During these times of horror and suffering, our commitment, patriotism, humanity, and courage must be manifested by financially, morally and diplomatically supporting our revolutionary people. All of us must be members of this pioneering and great institution of the MTA to support the mission of helping Oromo victims of Ethiopian terrorism, and to also support the mission of building our future and a free nation. When our heroines and heroes give their lives for freedom, how can we hesitate to join the MTA, the civic institution for which Haile Mariam Gamada, Mamo Mazamir, Taddasa Biru, and others lost their lives?

People who are not organized and united cannot survive the onslaught of modern civilization that preaches human rights and democracy while engaging in state terrorism and genocide. Whether we are followers of Waqqeffata, Islam, and Christianity or non-religious, we must recover our moral and ethical values and humanity to take immediate and practical actions to stand with our revolutionary people who are restoring our pride, humanity and unit.
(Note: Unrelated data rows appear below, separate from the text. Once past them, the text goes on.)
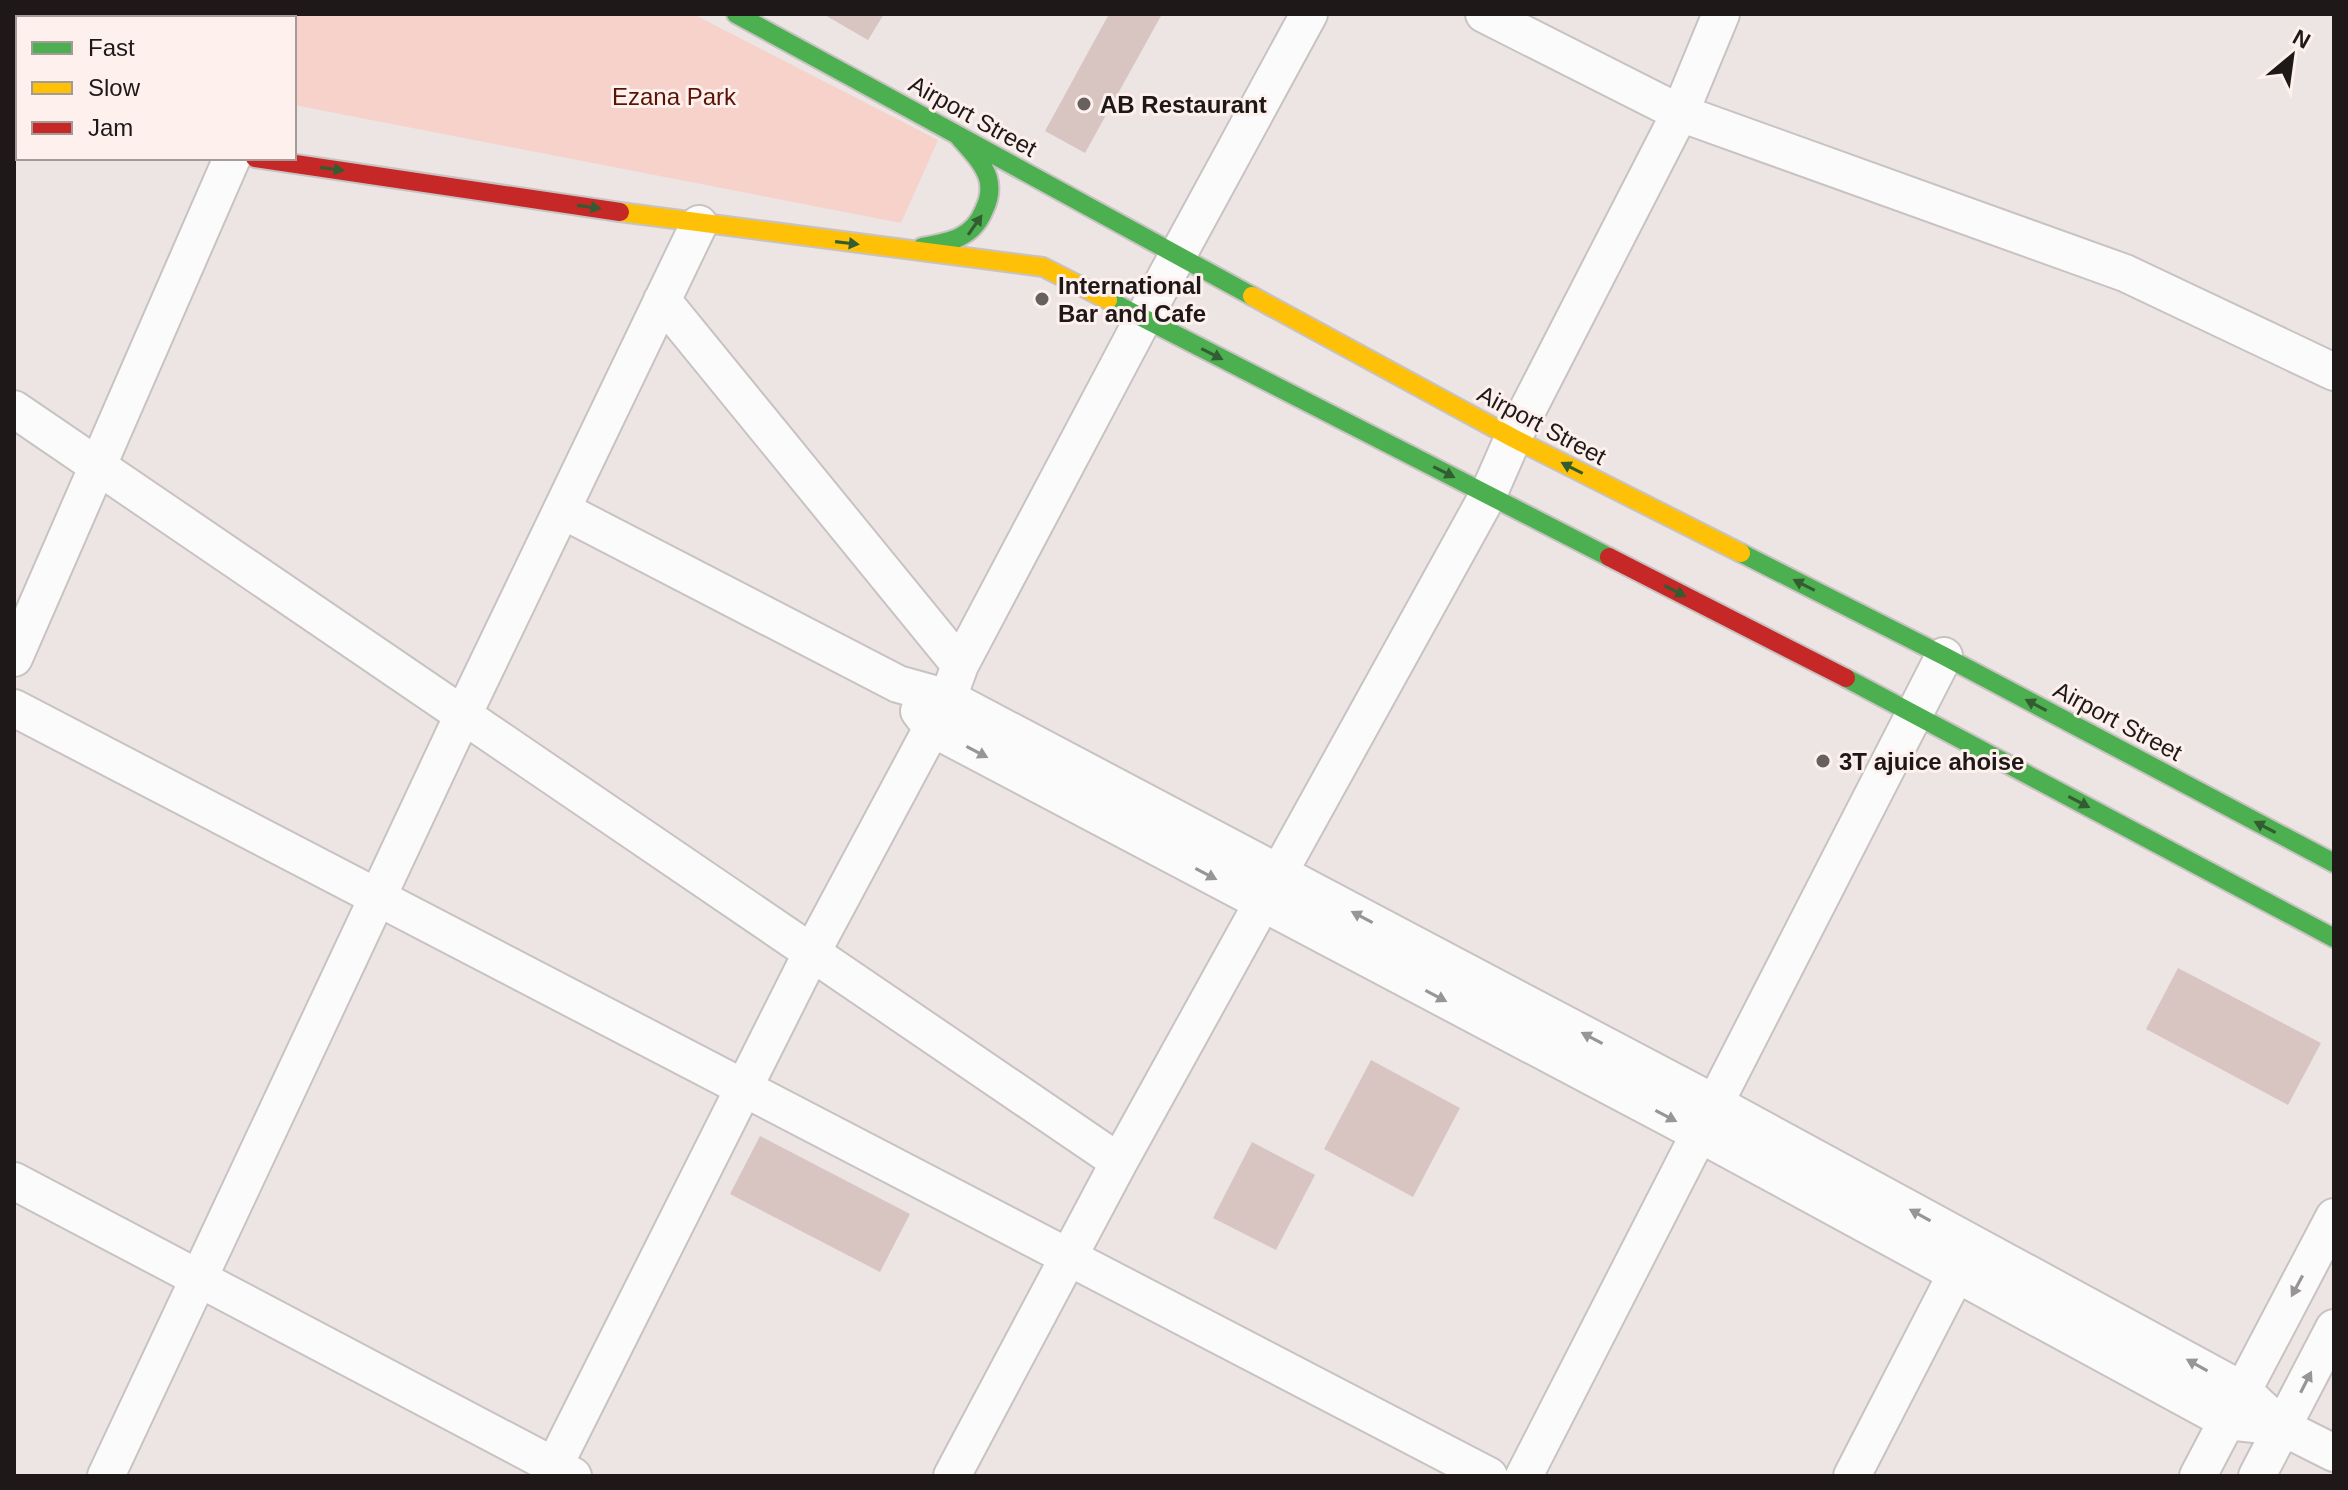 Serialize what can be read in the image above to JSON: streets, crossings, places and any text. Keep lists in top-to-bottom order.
{
  "streets": {
    "main road": ["Airport Street"]
  },
  "parks": ["Ezana Park"],
  "places": ["AB Restaurant", "International Bar and Cafe", "3T ajuice ahoise"],
  "legend": ["Fast", "Slow", "Jam"],
  "north": "top right"
} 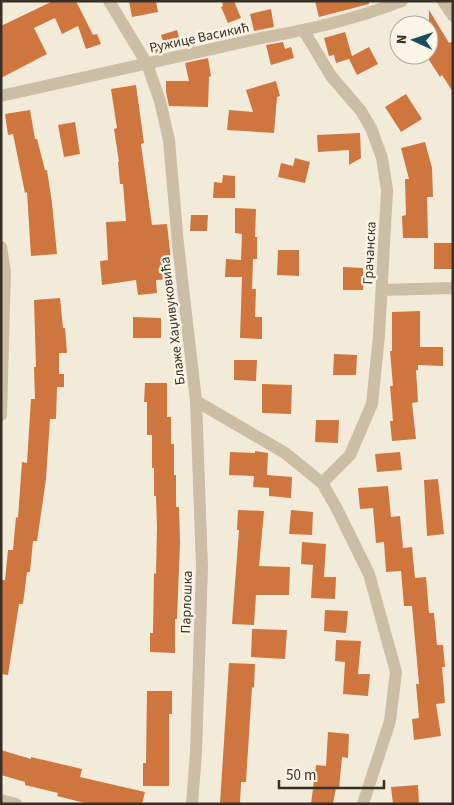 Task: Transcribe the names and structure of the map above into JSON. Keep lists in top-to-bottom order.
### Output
{
  "streets": {
    "street": [
      "Ружице Васикић",
      "Грачанска",
      "Блаже Хаџивуковића",
      "Парлошка"
    ]
  },
  "crossings": [
    ["Ружице Васикић", "Грачанска"],
    ["Ружице Васикић", "Блаже Хаџивуковића"],
    ["Грачанска", "Блаже Хаџивуковића"],
    ["Блаже Хаџивуковића", "Парлошка"]
  ],
  "scale_bar": "50 m",
  "north": "left"
} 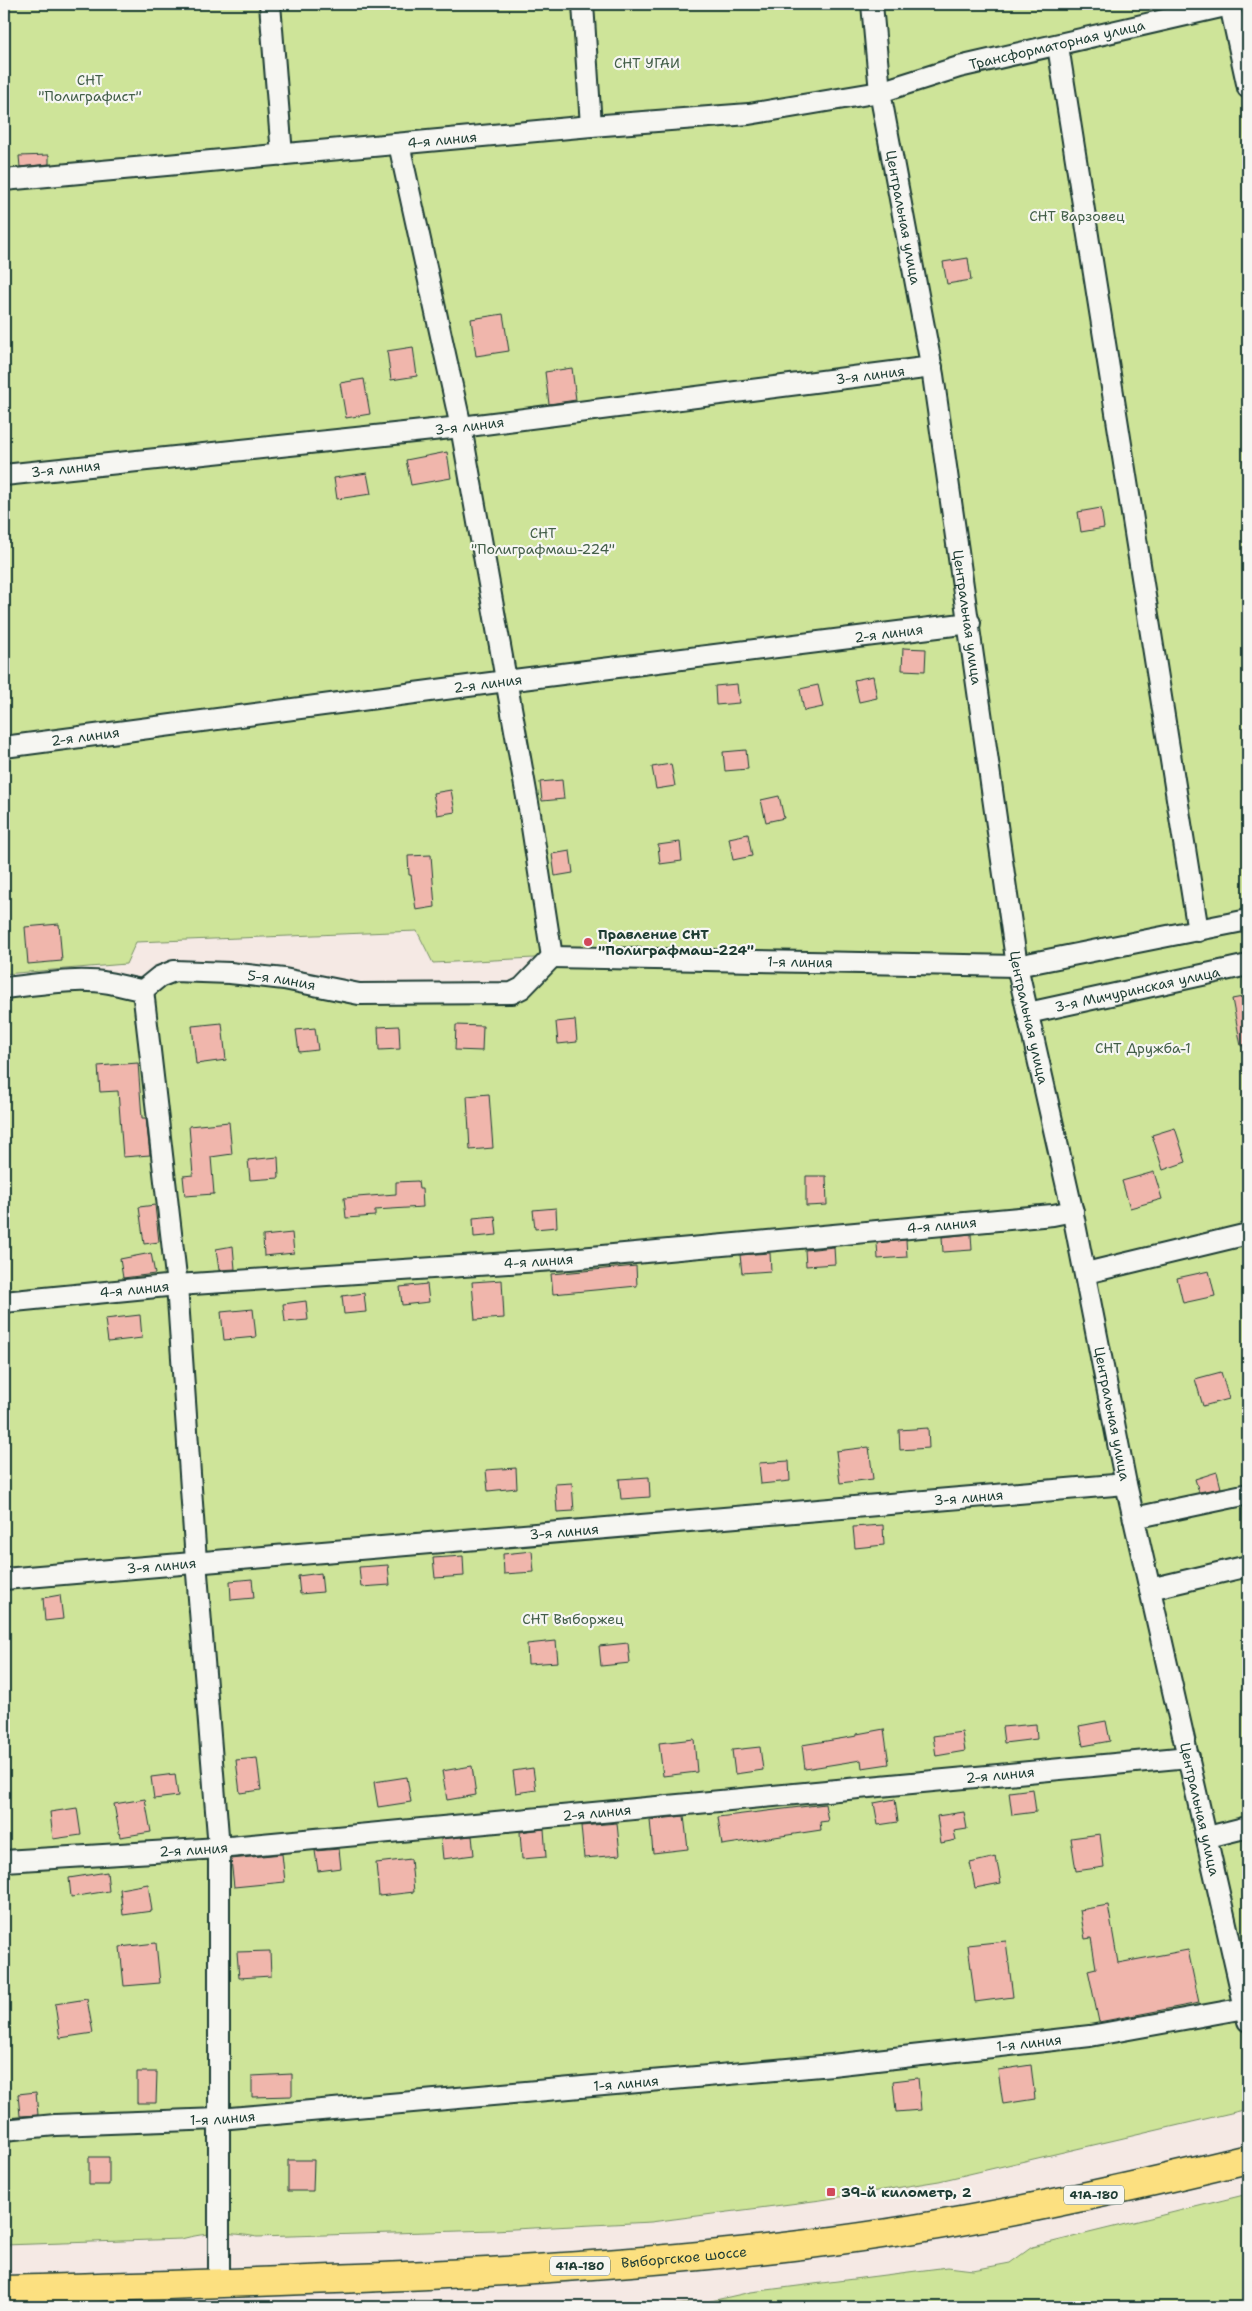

Finally, on behalf of the Board Directors of MTA USA, I would like to express my deep appreciation to the fundraising committee, namely, Abarraa Tafarraa, Berhane Kebede, Abdi Nuressa, Bontu Itana, Wondaye Deressa, Dula Gudina, Bontu Tolera, Dagim Tessema, Kiya Segnii, Merertu Kitila, Bilise Gutema, Qumbi Boro, Janet Adem, and Gechoo Negash, for organizing this benefit concert, and for our artists, namely, Hacaalu Hundess, Jambo Jote, Abdi Nuressa, Tuuji Muude and Dawite Mekonnen, who are providing their talents, energy and time to support their brothers and sisters. We must pay our respect to these and other Oromo nationalist artists. We must recognize how our music and culture also play a role in developing Oromummaa and pushing the Oromo national movement forward.